- [Problem details]:
Copy out the entries that come next, exactly.

Collected data:
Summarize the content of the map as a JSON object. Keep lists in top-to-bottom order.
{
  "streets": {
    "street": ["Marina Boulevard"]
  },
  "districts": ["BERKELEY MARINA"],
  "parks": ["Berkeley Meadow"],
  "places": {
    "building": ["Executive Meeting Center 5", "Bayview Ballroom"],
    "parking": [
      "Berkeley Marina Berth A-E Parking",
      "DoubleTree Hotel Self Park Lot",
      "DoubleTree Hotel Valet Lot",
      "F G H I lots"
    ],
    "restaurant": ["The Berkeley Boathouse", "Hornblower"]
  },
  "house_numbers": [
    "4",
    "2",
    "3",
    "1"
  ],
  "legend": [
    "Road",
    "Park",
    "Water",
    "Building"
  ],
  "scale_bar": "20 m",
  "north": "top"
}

- [Your response]:
Summarize the content of the map as a JSON object. Keep lists in top-to-bottom order.
{
  "streets": {
    "street": ["Marina Boulevard"]
  },
  "districts": ["BERKELEY MARINA"],
  "parks": ["Berkeley Meadow"],
  "places": {
    "building": ["Executive Meeting Center 5", "Bayview Ballroom"],
    "parking": [
      "Berkeley Marina Berth A-E Parking",
      "DoubleTree Hotel Self Park Lot",
      "DoubleTree Hotel Valet Lot",
      "F G H I lots"
    ],
    "restaurant": ["The Berkeley Boathouse", "Hornblower"]
  },
  "house_numbers": [
    "4",
    "2",
    "3",
    "1"
  ],
  "legend": [
    "Road",
    "Park",
    "Water",
    "Building"
  ],
  "scale_bar": "20 m",
  "north": "top"
}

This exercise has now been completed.